Exercise:
Below are entries. Pull out all lines containing "Apartment".

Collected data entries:
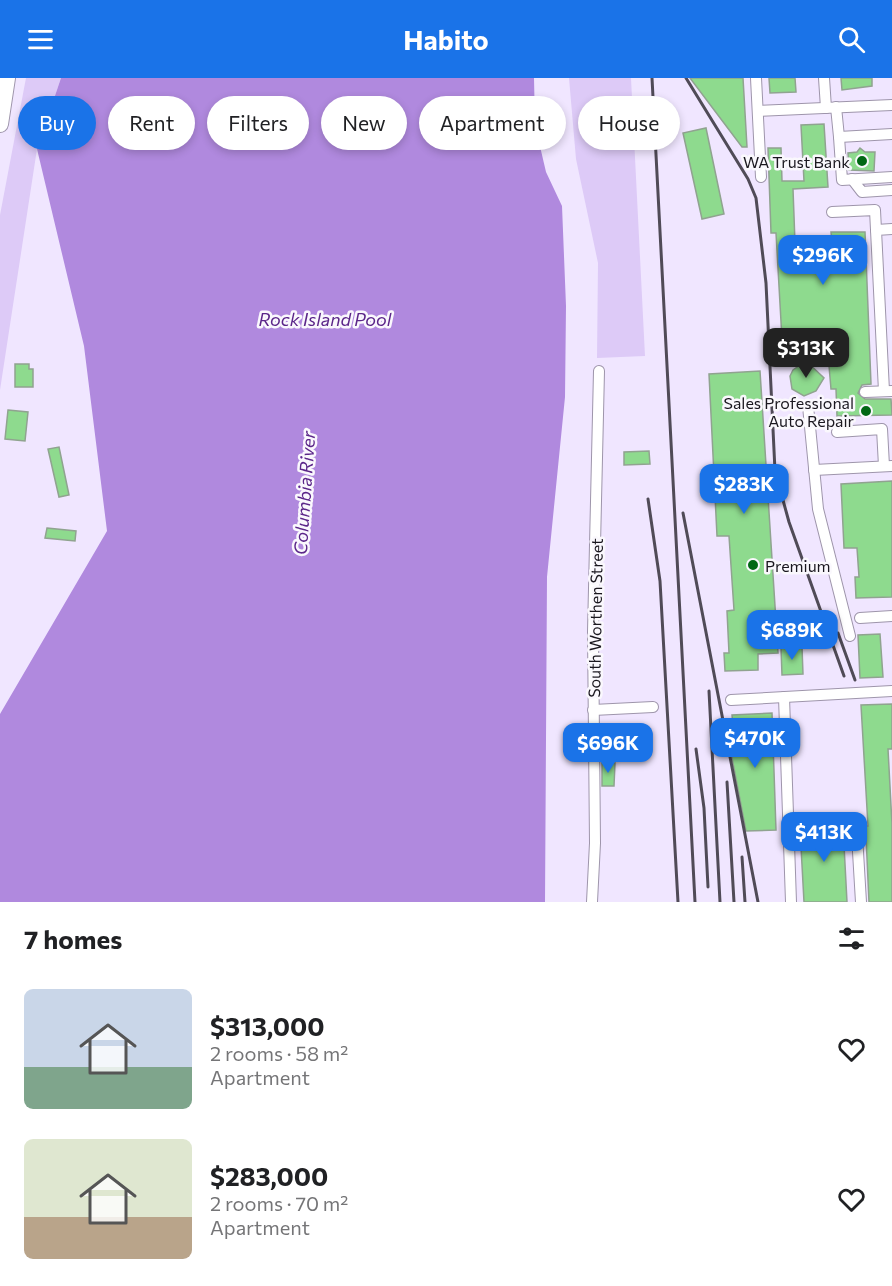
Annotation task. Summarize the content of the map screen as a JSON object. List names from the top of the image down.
{
  "streets": {
    "street": ["South Worthen Street"]
  },
  "water": ["Rock Island Pool", "Columbia River"],
  "places": ["WA Trust Bank", "Sales Professional Auto Repair", "Premium"],
  "page": {
    "header": "Habito",
    "chip": [
      "Buy",
      "Rent",
      "Filters",
      "New",
      "Apartment",
      "House"
    ],
    "price": [
      "$296K",
      "$313K",
      "$283K",
      "$689K",
      "$470K",
      "$696K",
      "$413K"
    ],
    "heading": "7 homes",
    "list": [
      {
        "name": "$313,000",
        "note": "2 rooms · 58 m² · Apartment"
      },
      {
        "name": "$283,000",
        "note": "2 rooms · 70 m² · Apartment"
      }
    ]
  }
}
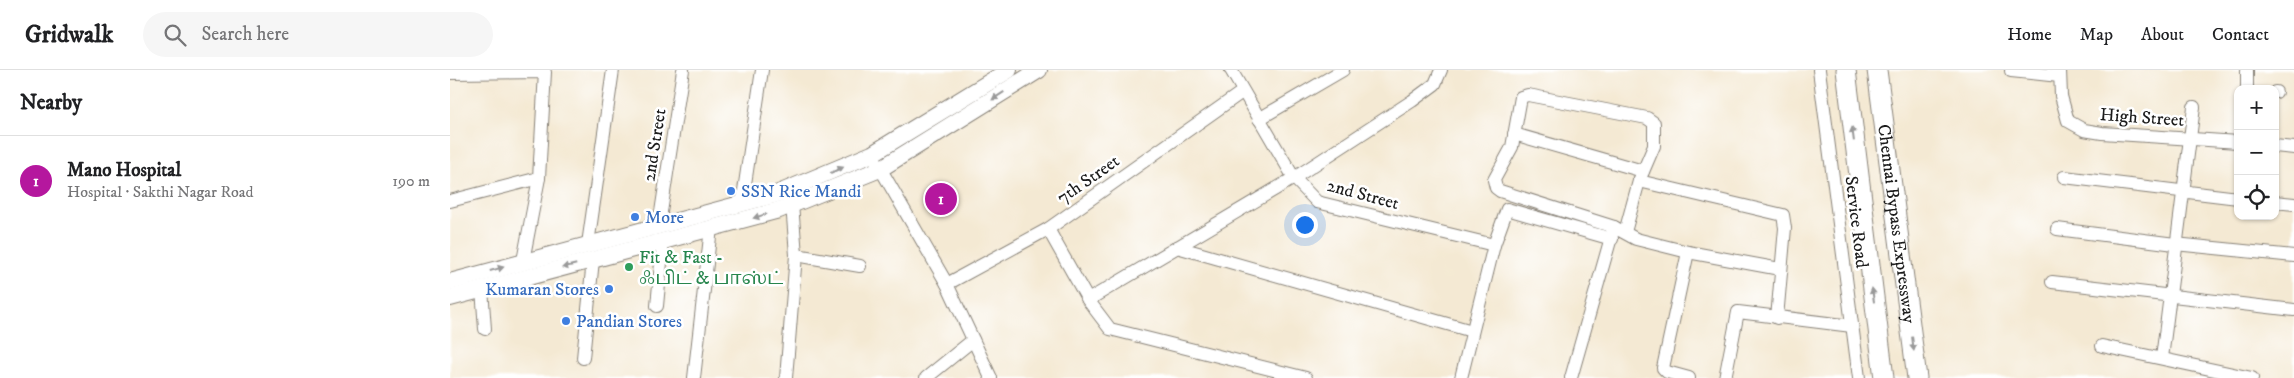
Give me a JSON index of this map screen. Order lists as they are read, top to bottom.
{
  "streets": {
    "highway": ["Chennai Bypass Expressway"],
    "street": [
      "High Street",
      "2nd Street",
      "7th Street",
      "Service Road"
    ]
  },
  "crossings": [
    ["2nd Street", "7th Street"]
  ],
  "places": [
    "SSN Rice Mandi",
    "More",
    "Fit & Fast - ஃபிட் & பாஸ்ட்",
    "Kumaran Stores",
    "Pandian Stores"
  ],
  "page": {
    "header": "Gridwalk",
    "search": "Search here",
    "nav": [
      "Home",
      "Map",
      "About",
      "Contact"
    ],
    "heading": "Nearby",
    "map_buttons": ["+", "−"],
    "list": [
      {
        "mark": "1",
        "name": "Mano Hospital",
        "note": "Hospital · Sakthi Nagar Road",
        "value": "190 m"
      }
    ],
    "pins": "1"
  }
}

Exercise answer:
      "Apartment",
        "note": "2 rooms · 58 m² · Apartment"
        "note": "2 rooms · 70 m² · Apartment"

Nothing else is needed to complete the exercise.